**WHAT IS NEEDED:** Show each line of the records in which the word "down" occurs.

**INPUT FOR THIS TASK:**
——

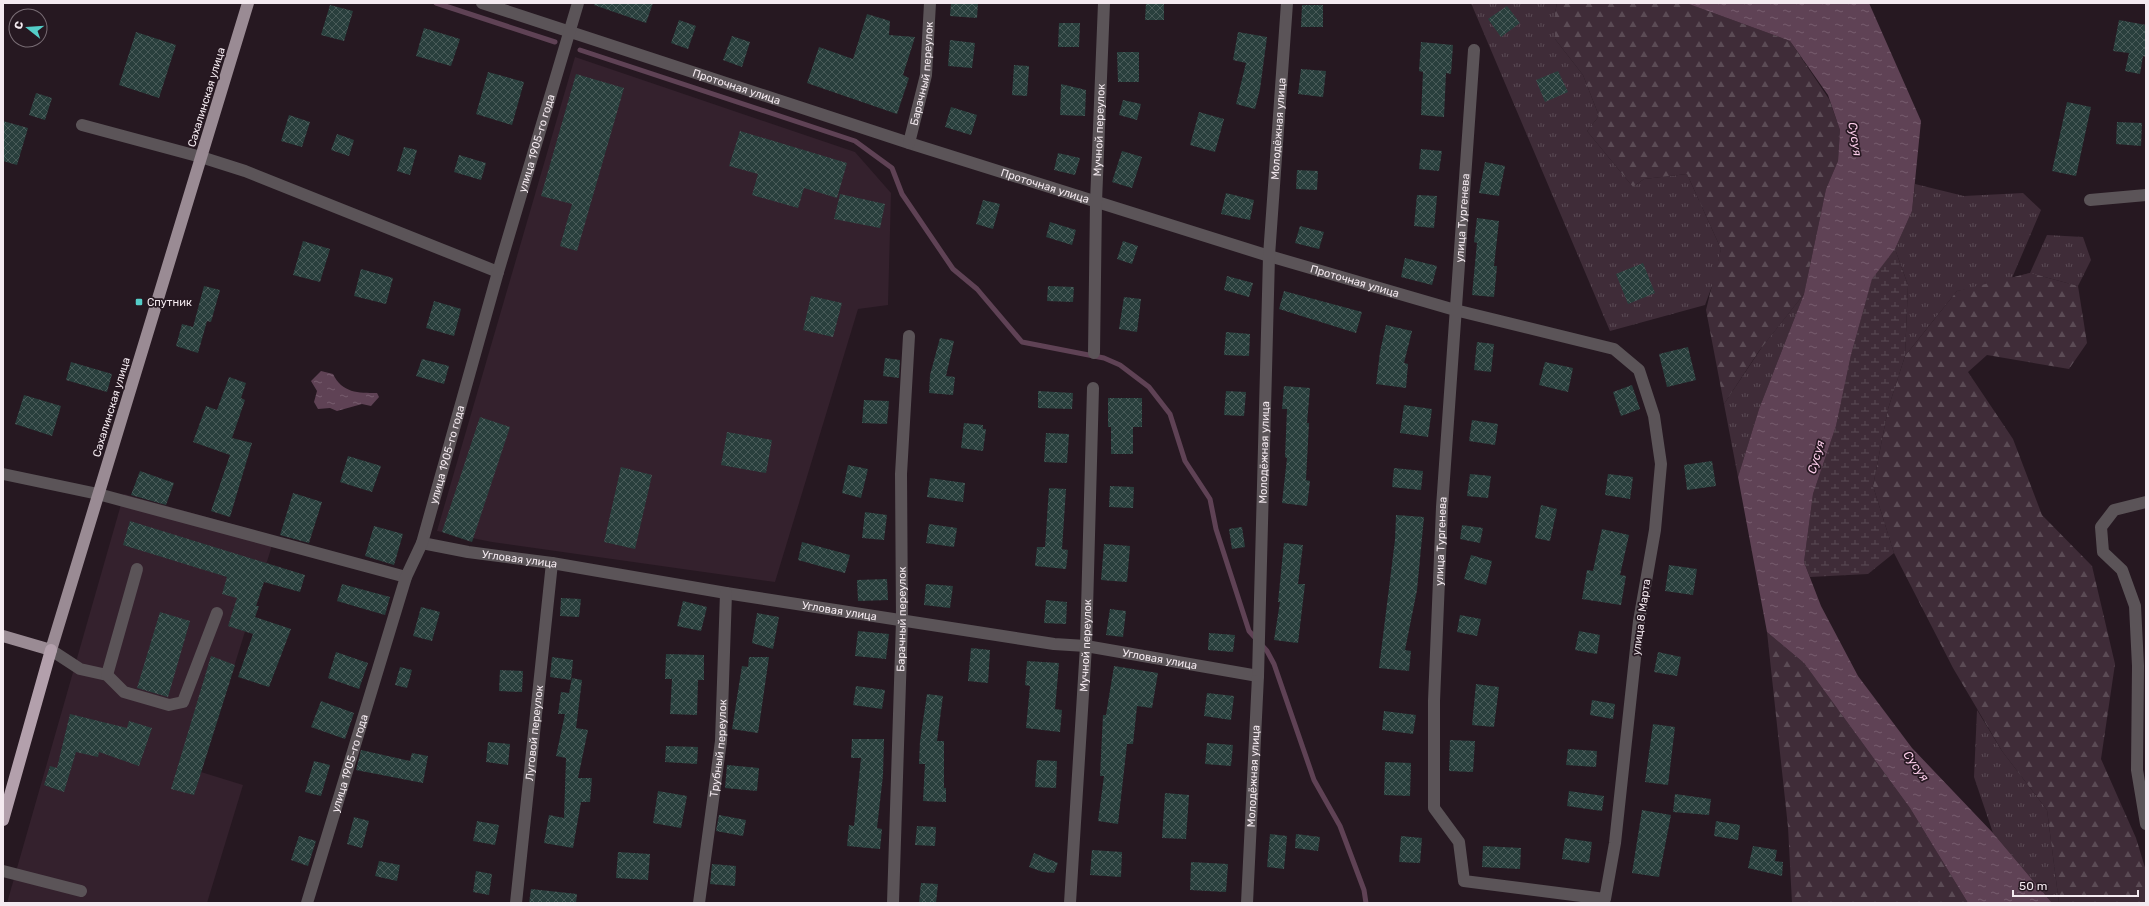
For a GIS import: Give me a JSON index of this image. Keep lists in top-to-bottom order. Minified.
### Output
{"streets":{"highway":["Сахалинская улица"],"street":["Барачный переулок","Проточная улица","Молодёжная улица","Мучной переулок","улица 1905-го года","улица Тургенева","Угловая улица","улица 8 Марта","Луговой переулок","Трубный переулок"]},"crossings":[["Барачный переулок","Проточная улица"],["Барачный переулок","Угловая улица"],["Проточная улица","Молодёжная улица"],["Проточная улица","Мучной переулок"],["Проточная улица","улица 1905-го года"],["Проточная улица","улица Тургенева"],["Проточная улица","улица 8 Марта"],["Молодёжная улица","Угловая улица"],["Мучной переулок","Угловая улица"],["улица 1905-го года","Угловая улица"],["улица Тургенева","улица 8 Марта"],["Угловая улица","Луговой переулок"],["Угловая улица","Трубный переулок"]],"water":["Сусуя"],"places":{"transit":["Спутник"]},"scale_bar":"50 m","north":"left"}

——

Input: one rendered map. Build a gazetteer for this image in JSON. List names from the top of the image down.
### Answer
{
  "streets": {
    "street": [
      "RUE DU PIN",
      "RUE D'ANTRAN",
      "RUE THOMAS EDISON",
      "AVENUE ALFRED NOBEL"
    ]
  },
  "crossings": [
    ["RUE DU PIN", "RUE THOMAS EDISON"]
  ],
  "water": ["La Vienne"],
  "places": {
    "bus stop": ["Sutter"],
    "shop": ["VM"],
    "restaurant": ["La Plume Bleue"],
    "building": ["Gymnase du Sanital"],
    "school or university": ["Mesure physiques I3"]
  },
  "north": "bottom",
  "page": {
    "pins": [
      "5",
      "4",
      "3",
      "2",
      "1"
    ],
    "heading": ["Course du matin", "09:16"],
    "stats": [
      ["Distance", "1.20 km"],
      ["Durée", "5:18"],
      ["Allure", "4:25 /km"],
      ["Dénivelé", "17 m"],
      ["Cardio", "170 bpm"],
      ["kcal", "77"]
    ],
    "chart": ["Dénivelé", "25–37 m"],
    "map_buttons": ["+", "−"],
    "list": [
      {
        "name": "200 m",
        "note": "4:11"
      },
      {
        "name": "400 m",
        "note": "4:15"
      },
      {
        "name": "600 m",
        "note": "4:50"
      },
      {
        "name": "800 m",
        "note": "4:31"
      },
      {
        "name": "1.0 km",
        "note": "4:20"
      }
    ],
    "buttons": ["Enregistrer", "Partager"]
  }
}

——

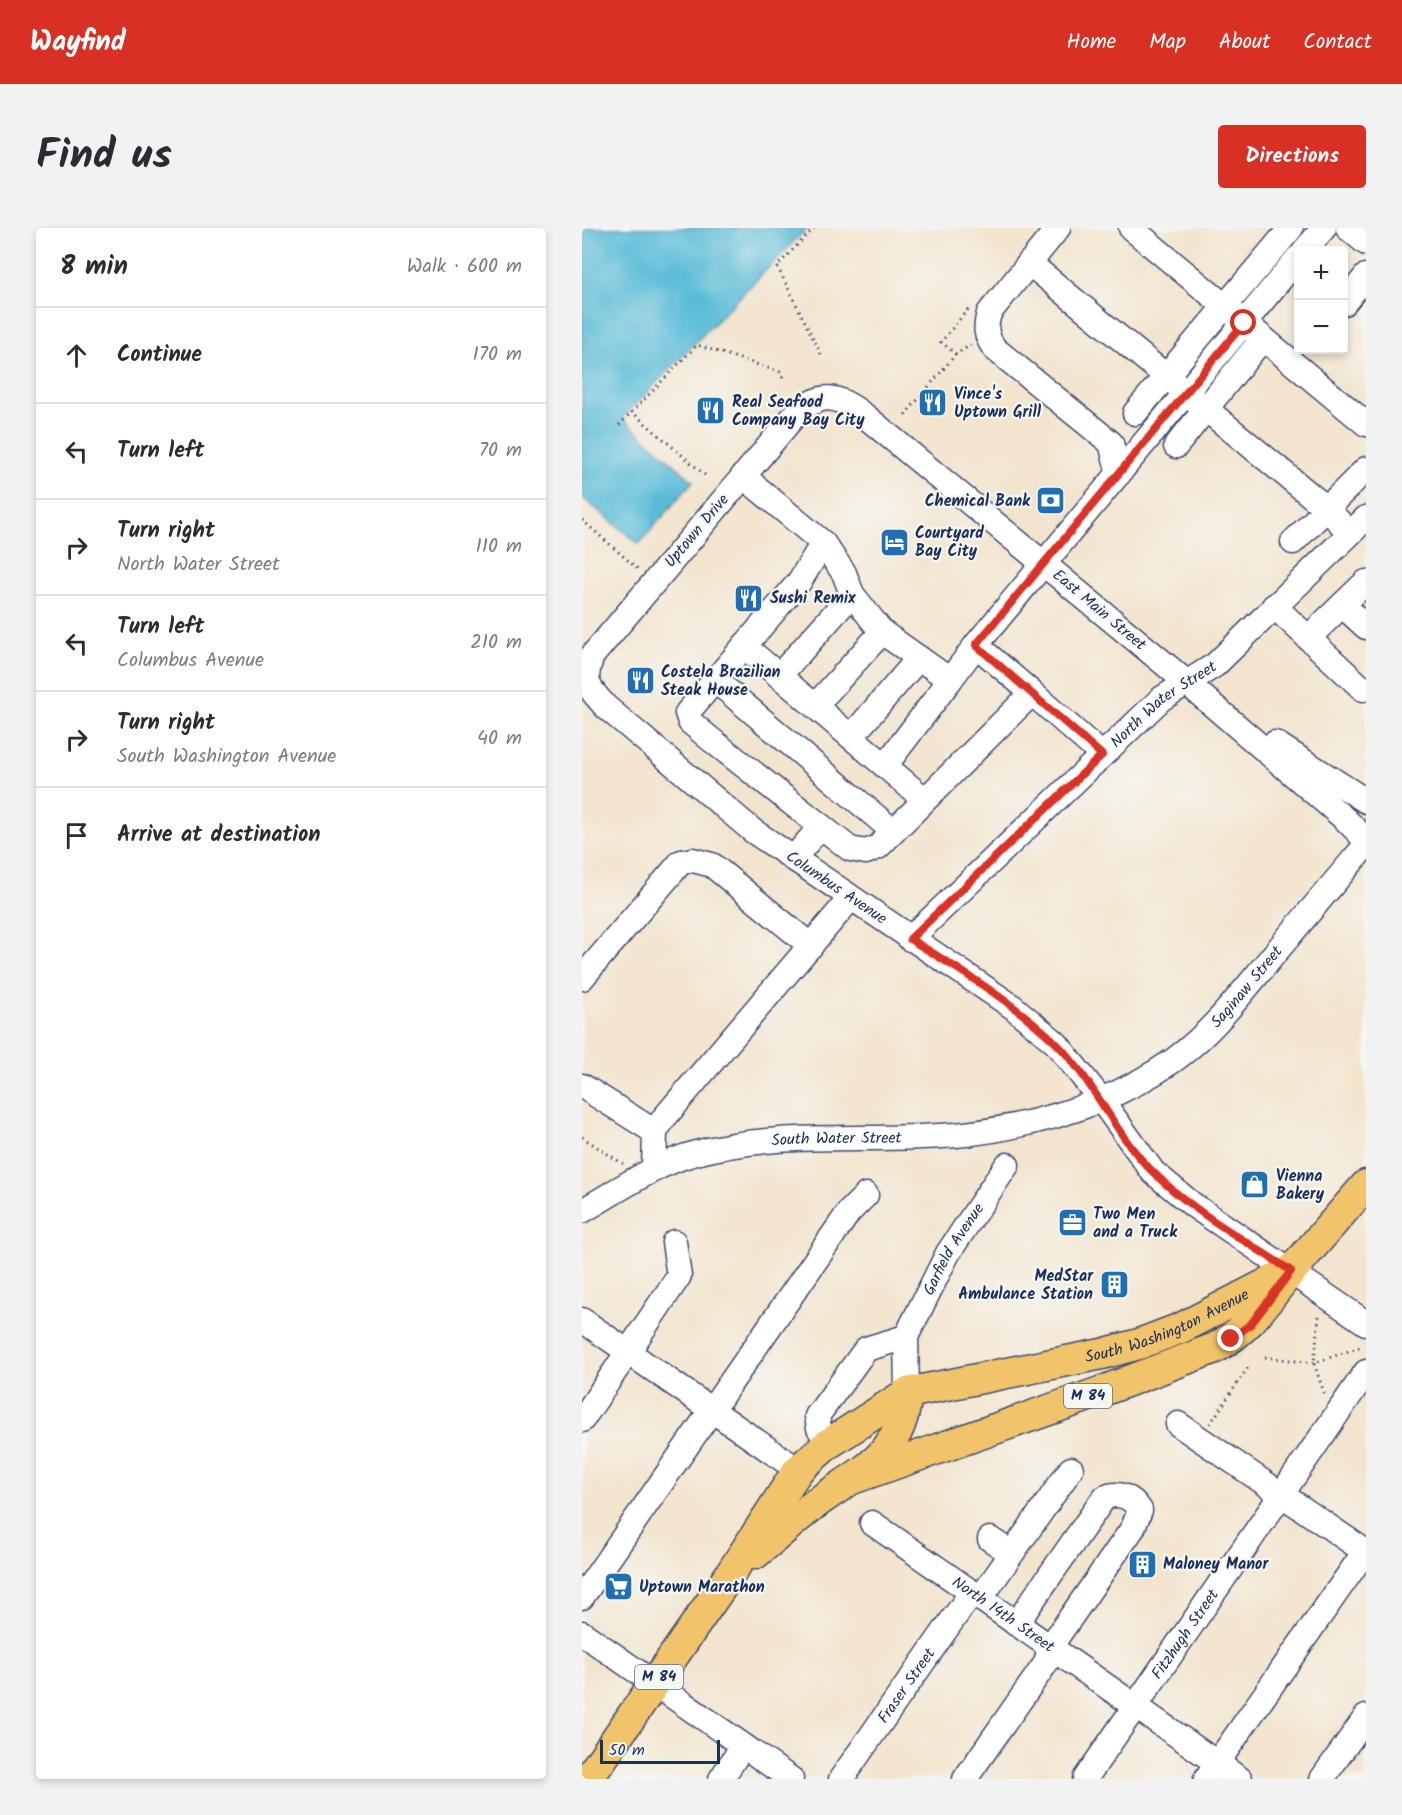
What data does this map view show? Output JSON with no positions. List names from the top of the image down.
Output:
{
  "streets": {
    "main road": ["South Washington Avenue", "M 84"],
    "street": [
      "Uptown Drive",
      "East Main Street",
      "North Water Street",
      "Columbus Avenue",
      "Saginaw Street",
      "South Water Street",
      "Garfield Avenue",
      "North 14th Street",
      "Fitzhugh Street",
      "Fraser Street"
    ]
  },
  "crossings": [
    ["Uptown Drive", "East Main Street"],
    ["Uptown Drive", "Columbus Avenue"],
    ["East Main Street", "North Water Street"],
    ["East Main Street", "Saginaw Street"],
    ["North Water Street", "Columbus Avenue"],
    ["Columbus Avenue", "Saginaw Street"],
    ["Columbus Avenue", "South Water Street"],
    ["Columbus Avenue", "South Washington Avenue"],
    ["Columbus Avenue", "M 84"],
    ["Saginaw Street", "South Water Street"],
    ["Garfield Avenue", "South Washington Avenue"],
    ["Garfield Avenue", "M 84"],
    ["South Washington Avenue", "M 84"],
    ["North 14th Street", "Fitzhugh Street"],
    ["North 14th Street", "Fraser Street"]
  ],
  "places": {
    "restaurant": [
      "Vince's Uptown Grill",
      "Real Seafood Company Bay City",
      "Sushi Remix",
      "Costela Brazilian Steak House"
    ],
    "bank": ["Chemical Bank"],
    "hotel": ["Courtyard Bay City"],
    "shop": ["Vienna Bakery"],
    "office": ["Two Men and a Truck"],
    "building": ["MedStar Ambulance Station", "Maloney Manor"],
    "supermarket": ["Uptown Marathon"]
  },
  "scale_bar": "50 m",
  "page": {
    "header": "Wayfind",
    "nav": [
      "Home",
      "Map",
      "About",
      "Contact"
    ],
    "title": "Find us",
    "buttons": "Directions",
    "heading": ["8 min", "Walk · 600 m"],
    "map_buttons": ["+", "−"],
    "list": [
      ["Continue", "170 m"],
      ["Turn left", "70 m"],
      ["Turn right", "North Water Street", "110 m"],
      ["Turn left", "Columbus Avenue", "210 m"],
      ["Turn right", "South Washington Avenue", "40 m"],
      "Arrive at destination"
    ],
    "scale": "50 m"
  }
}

——

**RESPONSE AREA:**
Input: one rendered map. Build a gazetteer for this image in JSON. List names from the top of the image down.
What data does this map view show? Output JSON with no positions. List names from the top of the image down.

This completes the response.